• 12 de maio de 2017

    Sacrifícios

    – Eu deixei eles fazerem.

    – O que te motivou à isso?

    – Eu não queria arranjar encrenca sabe?

    – Sim.

    – Mas depois eles foram muito além, começaram a fazer arruaça e mexer em coisas que não deviam.

    – Deviam sim.

    – Como assim?

    – Ora, você permitiu, disse “deixo vocês fazerem isso”.

    – Mas não tudo né?

    – Isso não foi colocado como cláusula. A cláusula foi: permito à eles fazerem isso para eu não arranjar encrenca. Você conseguiu isso?

    – Não.

    – Então não foi uma boa troca.

     

    Sacrifício é um tema comum em nossa cultura. Abrir mão da própria vida ou felicidade em prol de uma recompensa para si ou para o outro é uma ideia enraizada na nossa maneira de pensar. Porém este raciocínio pode trazer mais danos do que benefícios.
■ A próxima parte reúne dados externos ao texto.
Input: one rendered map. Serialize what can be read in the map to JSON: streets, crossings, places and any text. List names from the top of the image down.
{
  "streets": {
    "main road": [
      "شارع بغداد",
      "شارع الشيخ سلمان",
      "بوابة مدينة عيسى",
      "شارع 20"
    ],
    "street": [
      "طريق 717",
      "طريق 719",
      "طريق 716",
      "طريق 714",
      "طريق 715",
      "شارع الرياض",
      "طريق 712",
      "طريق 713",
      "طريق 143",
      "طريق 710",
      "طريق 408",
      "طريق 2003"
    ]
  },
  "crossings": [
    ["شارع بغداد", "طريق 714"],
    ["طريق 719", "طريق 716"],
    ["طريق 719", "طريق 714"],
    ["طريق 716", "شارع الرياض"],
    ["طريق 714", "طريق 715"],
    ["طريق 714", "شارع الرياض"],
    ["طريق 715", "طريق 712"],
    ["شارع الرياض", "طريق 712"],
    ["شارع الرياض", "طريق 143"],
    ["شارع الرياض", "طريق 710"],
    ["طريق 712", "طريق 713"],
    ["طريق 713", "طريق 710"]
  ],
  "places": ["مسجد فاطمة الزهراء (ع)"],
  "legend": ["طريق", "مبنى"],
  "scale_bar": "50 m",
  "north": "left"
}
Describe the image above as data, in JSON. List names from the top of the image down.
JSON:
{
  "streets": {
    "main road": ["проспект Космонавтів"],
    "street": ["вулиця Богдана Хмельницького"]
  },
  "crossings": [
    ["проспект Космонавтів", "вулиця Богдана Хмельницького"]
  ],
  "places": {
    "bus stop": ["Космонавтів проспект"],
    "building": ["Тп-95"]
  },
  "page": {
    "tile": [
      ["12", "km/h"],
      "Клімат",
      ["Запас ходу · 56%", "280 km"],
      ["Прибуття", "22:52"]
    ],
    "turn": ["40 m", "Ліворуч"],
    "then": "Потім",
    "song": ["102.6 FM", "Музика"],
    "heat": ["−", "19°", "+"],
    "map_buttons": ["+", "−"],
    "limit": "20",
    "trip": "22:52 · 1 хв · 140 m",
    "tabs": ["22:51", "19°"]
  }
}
    Muitos de meus clientes traziam nesta ideia a principal de suas queixas. Pais, filhos, amantes que abrem mão de suas felicidades pessoais afim de conquistar algo sempre trazem dor em seus relatos. A dor pode se tornar amargura e, por fim, depressão. A vida não vivida, ou seja, aquela da qual a pessoa abre mão, reclama o seu lugar ao passar dos anos. Se o sacrifício não foi feito da maneira correta, isso apenas trará problemas.

    Este ato contém muito de amor. Porém, como já disse em outras postagens, o amor, por si só, não basta. Não é verdadeiro que o amor constrói tudo. Acreditar nisso é ser ingênuo. No caso do sacrifício, abrir mão de alguma coisa para que outra ocorre é, na verdade, um raciocínio do tipo causa-consequência. Nesse sentido é importante verificar se aquilo que se deseja como consequência realmente pode ser ligado à causa, no caso o sacrifício.

    Em meu trabalho pouquíssimas vezes vi este raciocínio sendo alicerçado da forma correta. Em geral escuto coisas como: “não quero brigar com ninguém (causa) para não perder a minha paz (consequência)”, “eu não compro as coisas que eu quero (causa) para que eles aprendam o valor do dinheiro (consequência)” ou “não me importo em cuidar de mim (causa), mas queria que todos cuidassem de si (consequência). Basta olhar para estas relações para perceber que a causa não traz a consequência.

    Todos os sacrifícios descritos acima são meras fantasias infantis. Criadas nas melhores intenções, porém sem pé na realidade. Esse é o problema com a maior parte dos sacrifícios: eles são baseados em fantasias inadequadas, geralmente, infantis. O ato do sacrifício leva à morte. A morte de algo que trará benção sobre aqueles que performaram o sacrifício. Assim sendo todo sacrifício é feito em prol de si e não do outro. Essa realidade é sempre negada por quem faz os sacrifícios, por mais que a pessoa deixe isso explícito.

    Sacrifícios também são formas de lealdade para com alguém que amamos. É possível desejar abir mão de uma parte de nossa felicidade para trazer felicidade à outra pessoa ou buscar interferir em algum destino nefasto. Porém, novamente, o sacrifício apenas deseja evitar o inevitável. É a mesma barganha entre perder algo importante de um lado para ganhar algo de outro. Essa barganha não funciona porque ela está baseada em fantasias.

    Assim sendo, ao invés de tentar, por meio destes sacrifícios, atingir algo é mais interessante lembrar da frase de Santo Agostinho: “reze como se tudo dependesse de Deus. Trabalhe como se tudo dependesse de você”. Assim sendo, é importante ter as atitudes corretas frente ao que queremos. Tomando os exemplos acima: se quer paz, aprenda a se defender, se quer filhos economicamente responsáveis, ensine-os à trabalhar, se quer que os outros se cuidem, de o exemplo. E acima de tudo: aprenda a deixar cada um com seu destino particular. Em geral queremos alterar o destino das pessoas ao invés de tomar conta do nosso. Essa invasão além de ser arrogante também nos faz ver o outro como incapaz e isso nunca ajudou ninguém.